Start of DATASET EXCERPTS

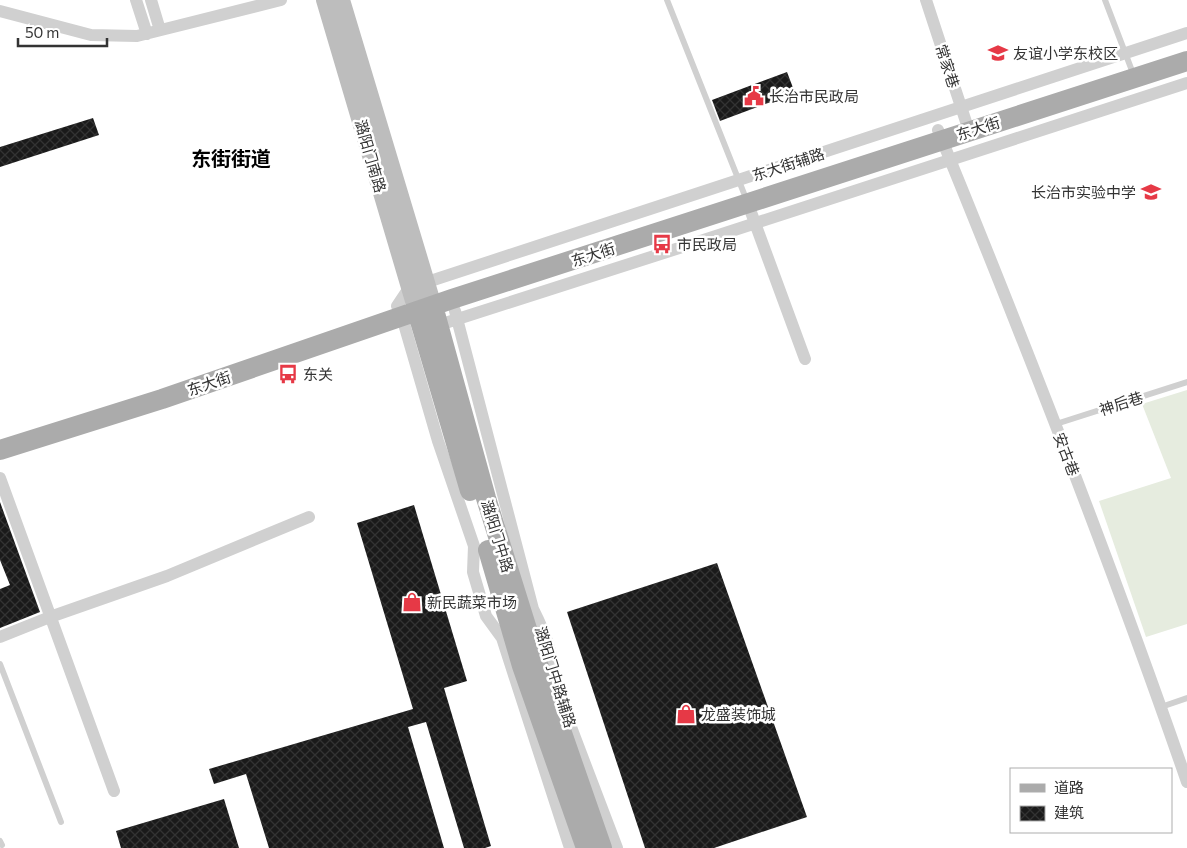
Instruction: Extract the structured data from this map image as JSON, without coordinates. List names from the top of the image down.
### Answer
{
  "streets": {
    "main road": ["东大街", "潞阳门南路", "潞阳门中路"],
    "street": [
      "常家巷",
      "东大街辅路",
      "安古巷",
      "潞阳门中路辅路"
    ],
    "lane": ["神后巷"]
  },
  "crossings": [
    ["常家巷", "东大街"],
    ["常家巷", "东大街辅路"],
    ["东大街", "潞阳门南路"],
    ["东大街", "东大街辅路"],
    ["东大街", "安古巷"],
    ["东大街", "潞阳门中路"],
    ["东大街", "潞阳门中路辅路"],
    ["潞阳门南路", "东大街辅路"],
    ["潞阳门南路", "潞阳门中路"],
    ["潞阳门南路", "潞阳门中路辅路"],
    ["东大街辅路", "潞阳门中路"],
    ["东大街辅路", "潞阳门中路辅路"],
    ["神后巷", "安古巷"],
    ["潞阳门中路", "潞阳门中路辅路"]
  ],
  "districts": ["东街街道"],
  "places": {
    "school or university": ["友谊小学东校区", "长治市实验中学"],
    "public building": ["长治市民政局"],
    "bus stop": ["市民政局", "东关"],
    "shop": ["新民蔬菜市场", "龙盛装饰城"]
  },
  "legend": ["道路", "建筑"],
  "scale_bar": "50 m"
}
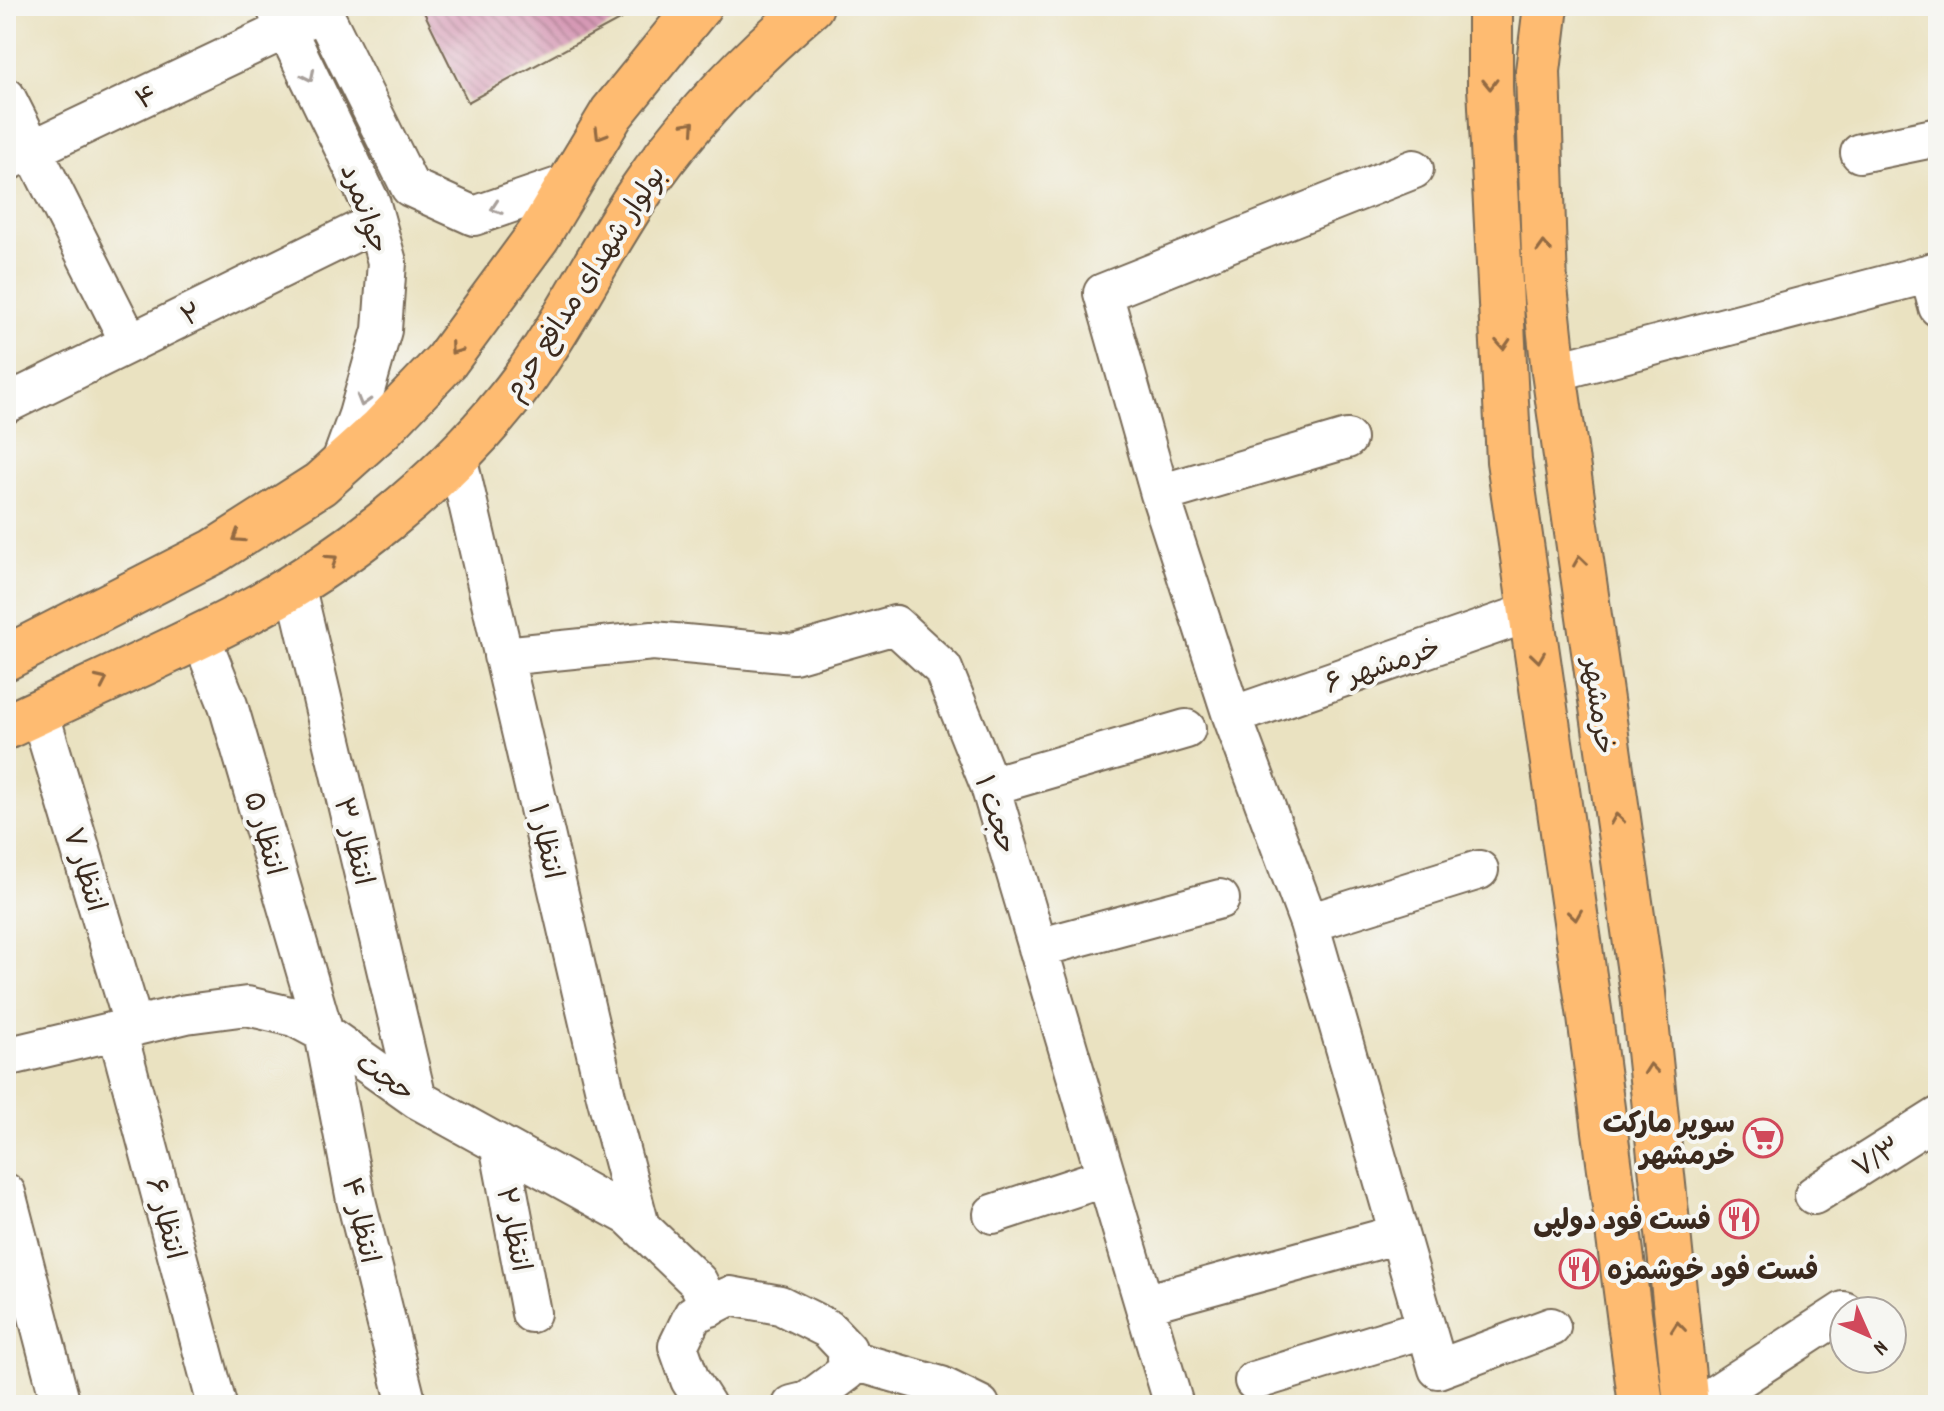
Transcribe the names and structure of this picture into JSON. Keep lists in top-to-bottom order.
{
  "streets": {
    "main road": ["بولوار شهدای مدافع حرم", "خرمشهر"],
    "street": [
      "۴",
      "جوانمرد",
      "۲",
      "خرمشهر ۶",
      "حجت ۱",
      "انتظار ۵",
      "انتظار ۳",
      "انتظار ۱",
      "انتظار ۷",
      "حجت",
      "۷/۳",
      "انتظار ۶",
      "انتظار ۴",
      "انتظار ۲"
    ]
  },
  "crossings": [
    ["۴", "جوانمرد"],
    ["جوانمرد", "۲"],
    ["بولوار شهدای مدافع حرم", "انتظار ۵"],
    ["بولوار شهدای مدافع حرم", "انتظار ۳"],
    ["بولوار شهدای مدافع حرم", "انتظار ۱"],
    ["بولوار شهدای مدافع حرم", "انتظار ۷"],
    ["حجت ۱", "انتظار ۱"],
    ["انتظار ۵", "حجت"],
    ["انتظار ۵", "انتظار ۴"],
    ["انتظار ۳", "حجت"],
    ["انتظار ۱", "حجت"],
    ["انتظار ۷", "حجت"],
    ["انتظار ۷", "انتظار ۶"],
    ["حجت", "انتظار ۶"],
    ["حجت", "انتظار ۴"],
    ["حجت", "انتظار ۲"]
  ],
  "places": {
    "supermarket": ["سوپر مارکت خرمشهر"],
    "restaurant": ["فست فود دولپی", "فست فود خوشمزه"]
  },
  "north": "bottom right"
}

End of DATASET EXCERPTS

__ASSIGNED TASK__.
Please retype the whole of the data precisely, omitting pictures.

__RESPONSE__.
Instruction: Extract the structured data from this map image as JSON, without coordinates. List names from the top of the image down.
### Answer
{
  "streets": {
    "main road": ["东大街", "潞阳门南路", "潞阳门中路"],
    "street": [
      "常家巷",
      "东大街辅路",
      "安古巷",
      "潞阳门中路辅路"
    ],
    "lane": ["神后巷"]
  },
  "crossings": [
    ["常家巷", "东大街"],
    ["常家巷", "东大街辅路"],
    ["东大街", "潞阳门南路"],
    ["东大街", "东大街辅路"],
    ["东大街", "安古巷"],
    ["东大街", "潞阳门中路"],
    ["东大街", "潞阳门中路辅路"],
    ["潞阳门南路", "东大街辅路"],
    ["潞阳门南路", "潞阳门中路"],
    ["潞阳门南路", "潞阳门中路辅路"],
    ["东大街辅路", "潞阳门中路"],
    ["东大街辅路", "潞阳门中路辅路"],
    ["神后巷", "安古巷"],
    ["潞阳门中路", "潞阳门中路辅路"]
  ],
  "districts": ["东街街道"],
  "places": {
    "school or university": ["友谊小学东校区", "长治市实验中学"],
    "public building": ["长治市民政局"],
    "bus stop": ["市民政局", "东关"],
    "shop": ["新民蔬菜市场", "龙盛装饰城"]
  },
  "legend": ["道路", "建筑"],
  "scale_bar": "50 m"
}
Transcribe the names and structure of this picture into JSON. Keep lists in top-to-bottom order.
{
  "streets": {
    "main road": ["بولوار شهدای مدافع حرم", "خرمشهر"],
    "street": [
      "۴",
      "جوانمرد",
      "۲",
      "خرمشهر ۶",
      "حجت ۱",
      "انتظار ۵",
      "انتظار ۳",
      "انتظار ۱",
      "انتظار ۷",
      "حجت",
      "۷/۳",
      "انتظار ۶",
      "انتظار ۴",
      "انتظار ۲"
    ]
  },
  "crossings": [
    ["۴", "جوانمرد"],
    ["جوانمرد", "۲"],
    ["بولوار شهدای مدافع حرم", "انتظار ۵"],
    ["بولوار شهدای مدافع حرم", "انتظار ۳"],
    ["بولوار شهدای مدافع حرم", "انتظار ۱"],
    ["بولوار شهدای مدافع حرم", "انتظار ۷"],
    ["حجت ۱", "انتظار ۱"],
    ["انتظار ۵", "حجت"],
    ["انتظار ۵", "انتظار ۴"],
    ["انتظار ۳", "حجت"],
    ["انتظار ۱", "حجت"],
    ["انتظار ۷", "حجت"],
    ["انتظار ۷", "انتظار ۶"],
    ["حجت", "انتظار ۶"],
    ["حجت", "انتظار ۴"],
    ["حجت", "انتظار ۲"]
  ],
  "places": {
    "supermarket": ["سوپر مارکت خرمشهر"],
    "restaurant": ["فست فود دولپی", "فست فود خوشمزه"]
  },
  "north": "bottom right"
}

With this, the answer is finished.